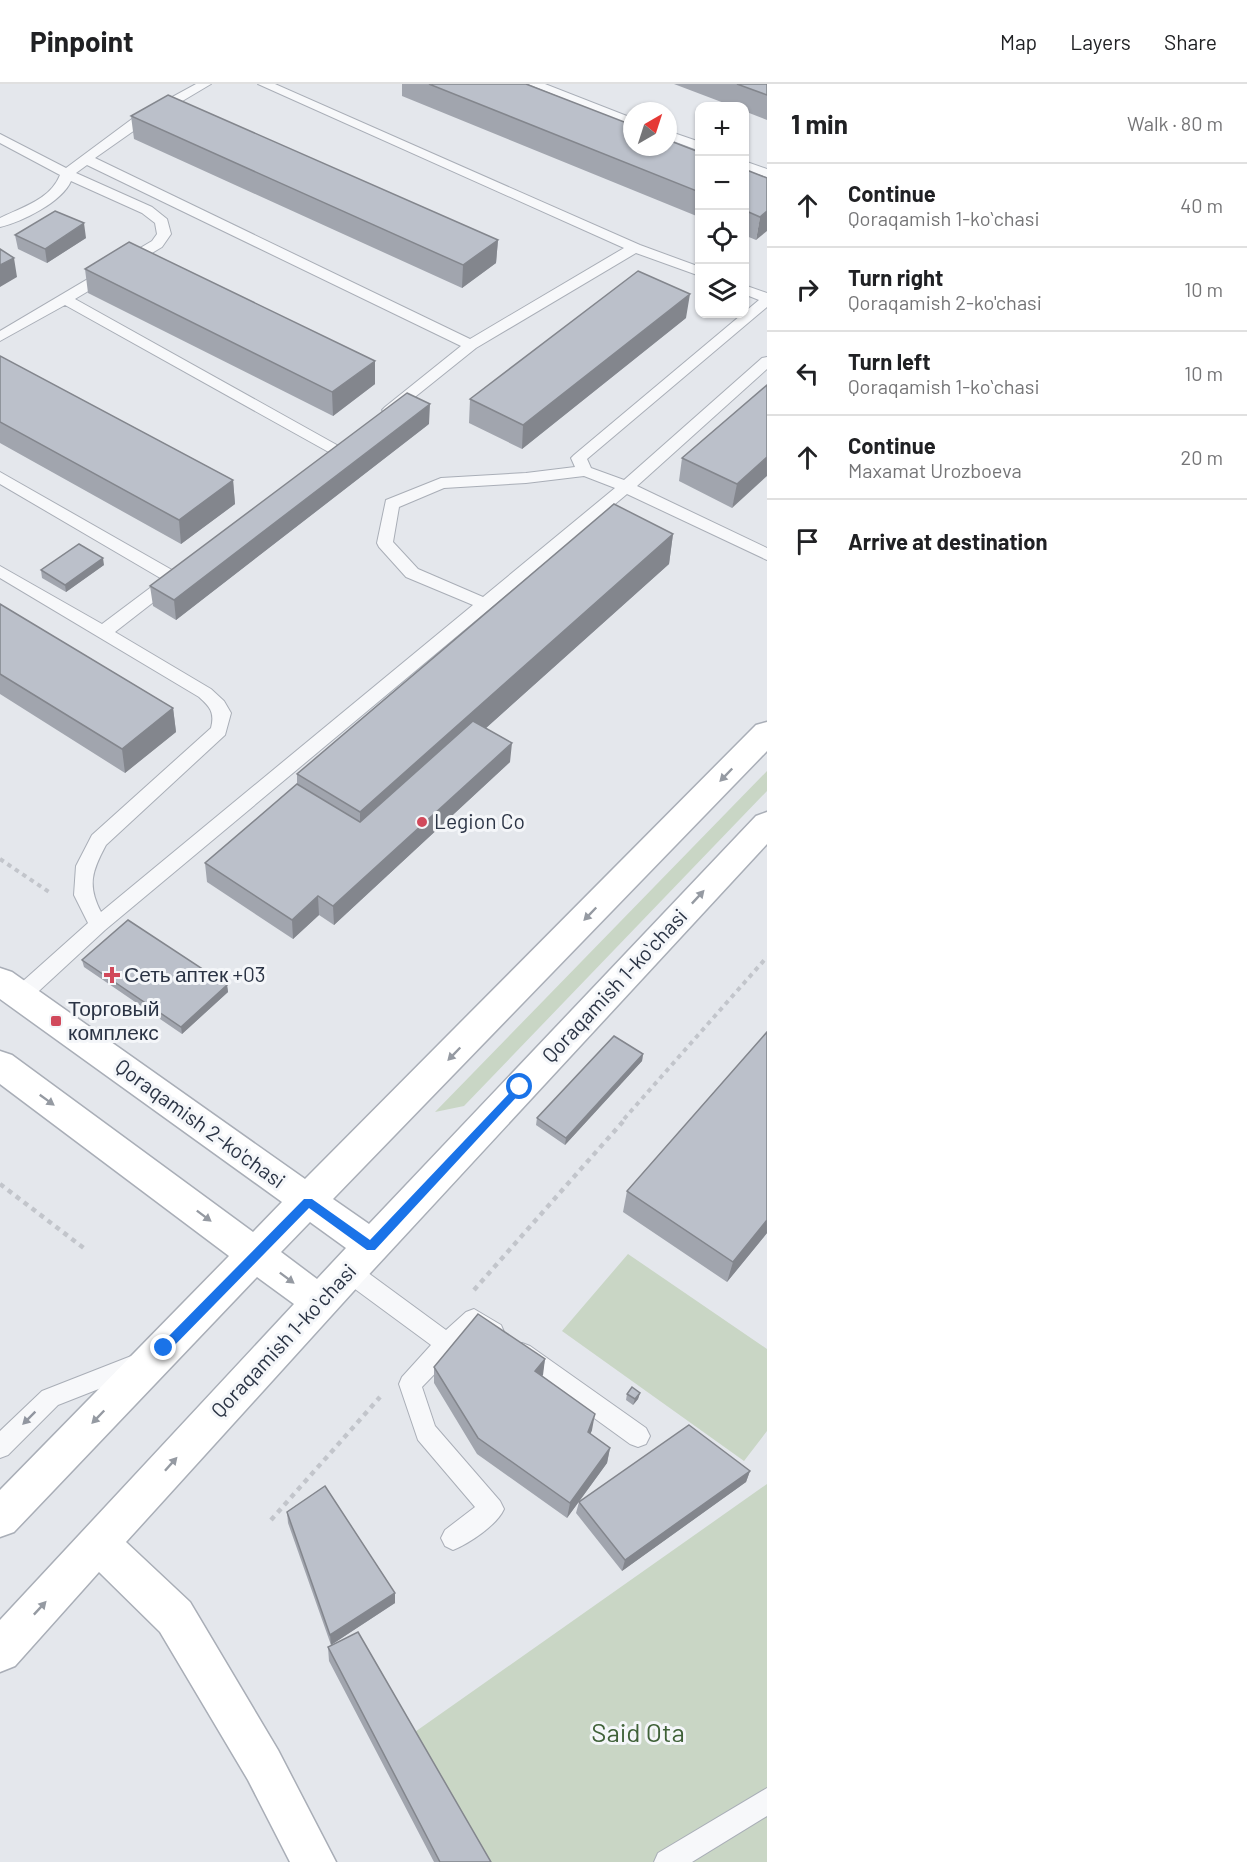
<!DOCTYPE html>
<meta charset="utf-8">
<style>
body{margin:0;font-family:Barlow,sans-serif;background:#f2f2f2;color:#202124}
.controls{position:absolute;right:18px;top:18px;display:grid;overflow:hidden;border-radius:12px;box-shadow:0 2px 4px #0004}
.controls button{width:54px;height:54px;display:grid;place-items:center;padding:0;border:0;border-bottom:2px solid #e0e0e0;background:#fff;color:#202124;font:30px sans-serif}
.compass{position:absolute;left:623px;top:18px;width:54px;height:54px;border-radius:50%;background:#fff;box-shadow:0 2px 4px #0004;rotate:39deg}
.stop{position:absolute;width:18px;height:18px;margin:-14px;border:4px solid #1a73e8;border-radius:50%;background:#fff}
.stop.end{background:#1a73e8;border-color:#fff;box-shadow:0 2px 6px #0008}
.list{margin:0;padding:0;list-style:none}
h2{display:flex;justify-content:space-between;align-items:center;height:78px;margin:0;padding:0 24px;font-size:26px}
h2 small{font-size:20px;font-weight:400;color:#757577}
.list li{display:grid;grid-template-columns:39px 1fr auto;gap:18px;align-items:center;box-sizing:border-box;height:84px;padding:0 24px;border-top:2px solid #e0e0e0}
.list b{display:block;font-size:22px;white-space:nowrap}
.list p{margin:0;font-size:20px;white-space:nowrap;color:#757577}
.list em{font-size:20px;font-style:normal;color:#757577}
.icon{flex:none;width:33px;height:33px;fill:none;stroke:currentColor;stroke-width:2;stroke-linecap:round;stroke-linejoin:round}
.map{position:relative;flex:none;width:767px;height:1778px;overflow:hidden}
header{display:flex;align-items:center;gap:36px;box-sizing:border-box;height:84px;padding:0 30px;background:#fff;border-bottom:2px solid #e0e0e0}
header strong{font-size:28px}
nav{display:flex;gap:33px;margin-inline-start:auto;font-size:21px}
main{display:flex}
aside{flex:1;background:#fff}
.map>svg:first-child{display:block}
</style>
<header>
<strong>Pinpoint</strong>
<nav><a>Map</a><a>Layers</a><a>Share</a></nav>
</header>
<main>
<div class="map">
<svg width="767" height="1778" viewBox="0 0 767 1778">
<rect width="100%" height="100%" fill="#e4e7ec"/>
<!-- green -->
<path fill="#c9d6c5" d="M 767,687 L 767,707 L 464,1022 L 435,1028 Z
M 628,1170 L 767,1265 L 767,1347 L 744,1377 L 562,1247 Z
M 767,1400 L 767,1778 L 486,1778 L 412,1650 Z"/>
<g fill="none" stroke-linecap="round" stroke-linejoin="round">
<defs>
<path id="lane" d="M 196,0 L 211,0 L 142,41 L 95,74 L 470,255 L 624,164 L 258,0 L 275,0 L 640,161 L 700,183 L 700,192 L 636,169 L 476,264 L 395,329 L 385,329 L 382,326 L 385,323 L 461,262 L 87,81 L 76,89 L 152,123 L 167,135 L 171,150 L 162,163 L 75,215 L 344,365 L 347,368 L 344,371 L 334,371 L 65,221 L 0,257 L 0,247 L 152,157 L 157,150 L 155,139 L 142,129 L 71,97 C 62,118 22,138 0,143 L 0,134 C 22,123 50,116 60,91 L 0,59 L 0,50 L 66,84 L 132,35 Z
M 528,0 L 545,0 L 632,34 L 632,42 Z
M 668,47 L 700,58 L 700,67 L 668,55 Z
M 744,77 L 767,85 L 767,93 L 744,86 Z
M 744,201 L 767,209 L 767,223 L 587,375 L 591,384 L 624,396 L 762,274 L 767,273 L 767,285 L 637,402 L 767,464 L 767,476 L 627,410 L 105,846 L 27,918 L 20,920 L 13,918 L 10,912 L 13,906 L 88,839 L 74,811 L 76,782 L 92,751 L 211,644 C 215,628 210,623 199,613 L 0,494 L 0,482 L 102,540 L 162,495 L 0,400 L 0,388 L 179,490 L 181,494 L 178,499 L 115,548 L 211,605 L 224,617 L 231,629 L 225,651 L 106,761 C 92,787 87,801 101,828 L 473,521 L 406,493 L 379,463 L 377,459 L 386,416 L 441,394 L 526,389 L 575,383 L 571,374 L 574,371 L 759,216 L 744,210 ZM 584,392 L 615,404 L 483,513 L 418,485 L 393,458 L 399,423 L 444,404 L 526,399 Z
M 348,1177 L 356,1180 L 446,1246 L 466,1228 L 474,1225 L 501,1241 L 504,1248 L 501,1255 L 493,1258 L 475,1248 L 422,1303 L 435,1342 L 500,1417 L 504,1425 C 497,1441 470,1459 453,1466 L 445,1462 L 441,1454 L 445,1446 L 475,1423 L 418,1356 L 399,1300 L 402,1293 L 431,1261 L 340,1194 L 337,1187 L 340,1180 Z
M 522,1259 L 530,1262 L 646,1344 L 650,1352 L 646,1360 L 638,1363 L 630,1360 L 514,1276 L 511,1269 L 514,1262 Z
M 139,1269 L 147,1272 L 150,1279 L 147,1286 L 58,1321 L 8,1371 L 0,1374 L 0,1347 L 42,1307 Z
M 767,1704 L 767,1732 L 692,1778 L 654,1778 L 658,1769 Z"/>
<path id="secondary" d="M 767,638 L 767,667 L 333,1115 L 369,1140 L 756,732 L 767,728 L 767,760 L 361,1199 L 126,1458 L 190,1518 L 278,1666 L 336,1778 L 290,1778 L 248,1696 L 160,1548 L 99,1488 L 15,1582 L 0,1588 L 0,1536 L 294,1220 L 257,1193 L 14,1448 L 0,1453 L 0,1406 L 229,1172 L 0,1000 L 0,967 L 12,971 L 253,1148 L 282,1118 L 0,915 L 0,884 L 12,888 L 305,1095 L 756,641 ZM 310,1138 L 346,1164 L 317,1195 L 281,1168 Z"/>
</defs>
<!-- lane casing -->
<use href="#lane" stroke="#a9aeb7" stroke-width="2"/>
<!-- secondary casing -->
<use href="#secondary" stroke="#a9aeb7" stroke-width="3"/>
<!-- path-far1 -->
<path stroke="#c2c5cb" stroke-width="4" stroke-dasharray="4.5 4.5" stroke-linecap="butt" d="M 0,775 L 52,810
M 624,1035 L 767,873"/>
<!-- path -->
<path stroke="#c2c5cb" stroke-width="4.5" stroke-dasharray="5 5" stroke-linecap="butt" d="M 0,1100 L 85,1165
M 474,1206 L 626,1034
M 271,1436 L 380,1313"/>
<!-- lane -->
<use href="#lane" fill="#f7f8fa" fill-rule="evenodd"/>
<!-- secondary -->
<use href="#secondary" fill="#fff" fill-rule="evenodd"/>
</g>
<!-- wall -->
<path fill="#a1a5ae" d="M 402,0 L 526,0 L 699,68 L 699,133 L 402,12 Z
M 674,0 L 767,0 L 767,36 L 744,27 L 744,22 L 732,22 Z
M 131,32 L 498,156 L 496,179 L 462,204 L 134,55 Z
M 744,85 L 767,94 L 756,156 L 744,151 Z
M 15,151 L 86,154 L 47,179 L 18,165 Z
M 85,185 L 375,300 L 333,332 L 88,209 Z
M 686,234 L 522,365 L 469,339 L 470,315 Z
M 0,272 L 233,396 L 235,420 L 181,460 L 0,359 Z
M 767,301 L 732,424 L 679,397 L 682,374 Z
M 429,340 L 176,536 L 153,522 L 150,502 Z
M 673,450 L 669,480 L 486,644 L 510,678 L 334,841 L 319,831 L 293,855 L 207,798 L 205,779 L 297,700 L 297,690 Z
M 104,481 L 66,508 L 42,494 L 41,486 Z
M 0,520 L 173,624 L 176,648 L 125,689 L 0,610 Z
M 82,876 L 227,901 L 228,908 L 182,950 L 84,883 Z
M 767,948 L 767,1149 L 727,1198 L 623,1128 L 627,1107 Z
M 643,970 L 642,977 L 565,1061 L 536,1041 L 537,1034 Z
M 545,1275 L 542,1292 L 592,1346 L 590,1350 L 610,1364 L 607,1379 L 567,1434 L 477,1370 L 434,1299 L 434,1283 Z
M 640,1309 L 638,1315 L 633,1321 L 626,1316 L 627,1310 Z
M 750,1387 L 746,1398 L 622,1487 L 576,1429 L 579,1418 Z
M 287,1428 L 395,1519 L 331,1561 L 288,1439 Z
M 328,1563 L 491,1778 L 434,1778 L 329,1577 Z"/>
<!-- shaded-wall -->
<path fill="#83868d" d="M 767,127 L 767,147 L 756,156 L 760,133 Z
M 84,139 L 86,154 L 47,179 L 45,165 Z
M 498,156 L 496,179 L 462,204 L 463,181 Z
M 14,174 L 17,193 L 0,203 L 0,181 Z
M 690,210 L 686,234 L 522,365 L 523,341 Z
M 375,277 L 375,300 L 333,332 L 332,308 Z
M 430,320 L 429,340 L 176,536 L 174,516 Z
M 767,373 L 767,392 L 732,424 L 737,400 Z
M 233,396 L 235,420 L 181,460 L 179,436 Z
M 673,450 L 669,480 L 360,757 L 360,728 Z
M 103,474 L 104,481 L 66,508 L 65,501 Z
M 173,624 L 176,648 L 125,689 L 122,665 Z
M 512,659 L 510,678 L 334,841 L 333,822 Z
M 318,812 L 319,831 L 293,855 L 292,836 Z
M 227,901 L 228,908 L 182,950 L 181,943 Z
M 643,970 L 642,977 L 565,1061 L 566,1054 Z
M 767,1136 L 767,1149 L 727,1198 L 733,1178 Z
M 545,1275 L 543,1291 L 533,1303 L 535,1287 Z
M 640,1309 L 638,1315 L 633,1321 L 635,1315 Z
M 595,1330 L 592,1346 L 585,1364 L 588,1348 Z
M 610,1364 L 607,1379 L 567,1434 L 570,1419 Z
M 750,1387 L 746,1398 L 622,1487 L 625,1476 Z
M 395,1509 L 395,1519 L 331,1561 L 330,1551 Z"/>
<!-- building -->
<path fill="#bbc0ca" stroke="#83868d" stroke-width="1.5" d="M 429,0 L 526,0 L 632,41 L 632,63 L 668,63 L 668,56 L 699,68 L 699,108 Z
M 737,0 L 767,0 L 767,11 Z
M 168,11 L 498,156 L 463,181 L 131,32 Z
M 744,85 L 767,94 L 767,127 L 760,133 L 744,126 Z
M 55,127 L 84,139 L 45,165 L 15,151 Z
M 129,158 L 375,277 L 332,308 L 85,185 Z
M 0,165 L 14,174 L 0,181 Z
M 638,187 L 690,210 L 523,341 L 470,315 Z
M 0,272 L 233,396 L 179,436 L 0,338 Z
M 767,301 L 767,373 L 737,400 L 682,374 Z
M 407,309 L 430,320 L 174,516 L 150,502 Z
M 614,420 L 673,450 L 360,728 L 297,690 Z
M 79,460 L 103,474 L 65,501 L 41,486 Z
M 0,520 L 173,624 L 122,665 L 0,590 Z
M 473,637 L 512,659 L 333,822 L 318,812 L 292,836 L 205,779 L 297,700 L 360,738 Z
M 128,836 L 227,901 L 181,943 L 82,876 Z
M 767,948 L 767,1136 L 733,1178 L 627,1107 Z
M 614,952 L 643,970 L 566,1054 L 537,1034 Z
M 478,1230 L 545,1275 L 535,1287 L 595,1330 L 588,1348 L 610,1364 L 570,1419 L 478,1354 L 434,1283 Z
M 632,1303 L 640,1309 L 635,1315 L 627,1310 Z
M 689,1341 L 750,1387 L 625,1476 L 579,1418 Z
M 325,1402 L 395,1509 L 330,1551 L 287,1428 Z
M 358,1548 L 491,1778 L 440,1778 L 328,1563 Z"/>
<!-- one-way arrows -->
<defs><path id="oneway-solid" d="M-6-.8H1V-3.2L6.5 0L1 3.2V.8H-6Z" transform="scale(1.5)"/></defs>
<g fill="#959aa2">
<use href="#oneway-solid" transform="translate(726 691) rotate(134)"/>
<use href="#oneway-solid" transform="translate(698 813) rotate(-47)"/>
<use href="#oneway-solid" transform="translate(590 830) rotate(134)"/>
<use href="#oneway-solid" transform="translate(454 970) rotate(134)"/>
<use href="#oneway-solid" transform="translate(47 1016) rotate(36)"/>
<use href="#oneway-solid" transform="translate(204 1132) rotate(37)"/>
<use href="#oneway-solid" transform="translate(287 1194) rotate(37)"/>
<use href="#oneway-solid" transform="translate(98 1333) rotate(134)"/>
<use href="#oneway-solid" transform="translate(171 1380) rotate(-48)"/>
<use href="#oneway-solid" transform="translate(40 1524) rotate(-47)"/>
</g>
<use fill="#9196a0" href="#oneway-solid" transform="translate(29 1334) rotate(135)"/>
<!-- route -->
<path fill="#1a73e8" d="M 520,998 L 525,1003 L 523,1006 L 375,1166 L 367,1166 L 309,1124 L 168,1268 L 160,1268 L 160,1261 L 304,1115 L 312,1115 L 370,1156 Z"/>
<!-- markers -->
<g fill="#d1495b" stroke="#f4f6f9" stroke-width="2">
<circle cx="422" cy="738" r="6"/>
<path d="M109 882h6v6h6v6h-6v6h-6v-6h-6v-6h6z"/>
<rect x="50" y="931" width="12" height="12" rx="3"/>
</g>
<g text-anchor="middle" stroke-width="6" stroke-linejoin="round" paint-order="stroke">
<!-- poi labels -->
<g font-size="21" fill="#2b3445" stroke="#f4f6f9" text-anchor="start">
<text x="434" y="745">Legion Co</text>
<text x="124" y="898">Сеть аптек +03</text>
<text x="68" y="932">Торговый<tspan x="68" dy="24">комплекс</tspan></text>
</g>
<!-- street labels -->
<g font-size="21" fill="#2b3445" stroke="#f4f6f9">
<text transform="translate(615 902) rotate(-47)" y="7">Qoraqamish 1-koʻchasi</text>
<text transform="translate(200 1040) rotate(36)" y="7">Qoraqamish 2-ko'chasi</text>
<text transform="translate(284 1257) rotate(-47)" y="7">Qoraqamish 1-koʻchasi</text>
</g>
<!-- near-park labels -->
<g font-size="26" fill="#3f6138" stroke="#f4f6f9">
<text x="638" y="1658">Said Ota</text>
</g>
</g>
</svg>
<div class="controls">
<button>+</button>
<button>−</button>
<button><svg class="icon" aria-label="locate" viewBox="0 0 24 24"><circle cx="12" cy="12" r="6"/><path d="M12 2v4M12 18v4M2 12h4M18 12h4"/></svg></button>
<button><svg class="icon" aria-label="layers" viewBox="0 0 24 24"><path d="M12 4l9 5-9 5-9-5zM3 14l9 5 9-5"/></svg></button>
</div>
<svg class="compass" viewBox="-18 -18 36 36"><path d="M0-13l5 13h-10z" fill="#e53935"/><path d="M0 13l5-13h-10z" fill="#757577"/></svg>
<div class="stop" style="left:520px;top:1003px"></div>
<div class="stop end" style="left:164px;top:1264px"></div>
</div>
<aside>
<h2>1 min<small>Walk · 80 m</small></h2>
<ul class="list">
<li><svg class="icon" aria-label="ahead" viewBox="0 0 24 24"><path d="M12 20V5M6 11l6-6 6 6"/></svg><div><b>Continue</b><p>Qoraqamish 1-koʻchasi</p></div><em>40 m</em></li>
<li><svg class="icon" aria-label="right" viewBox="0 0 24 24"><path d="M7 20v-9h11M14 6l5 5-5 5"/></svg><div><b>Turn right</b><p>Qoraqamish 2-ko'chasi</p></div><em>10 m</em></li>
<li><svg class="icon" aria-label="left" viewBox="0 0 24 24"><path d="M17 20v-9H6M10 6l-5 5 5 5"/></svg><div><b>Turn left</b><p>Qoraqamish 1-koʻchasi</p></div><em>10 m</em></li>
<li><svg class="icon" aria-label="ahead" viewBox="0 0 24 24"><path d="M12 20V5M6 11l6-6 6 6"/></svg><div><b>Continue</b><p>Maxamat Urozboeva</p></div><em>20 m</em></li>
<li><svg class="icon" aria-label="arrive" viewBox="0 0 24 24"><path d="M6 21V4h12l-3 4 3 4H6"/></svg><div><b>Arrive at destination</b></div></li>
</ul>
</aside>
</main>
○ ○ ○ ○
__Work request__: Tell how many lines of the records above hold the string "white". Give no other text.

__Task answer__: 2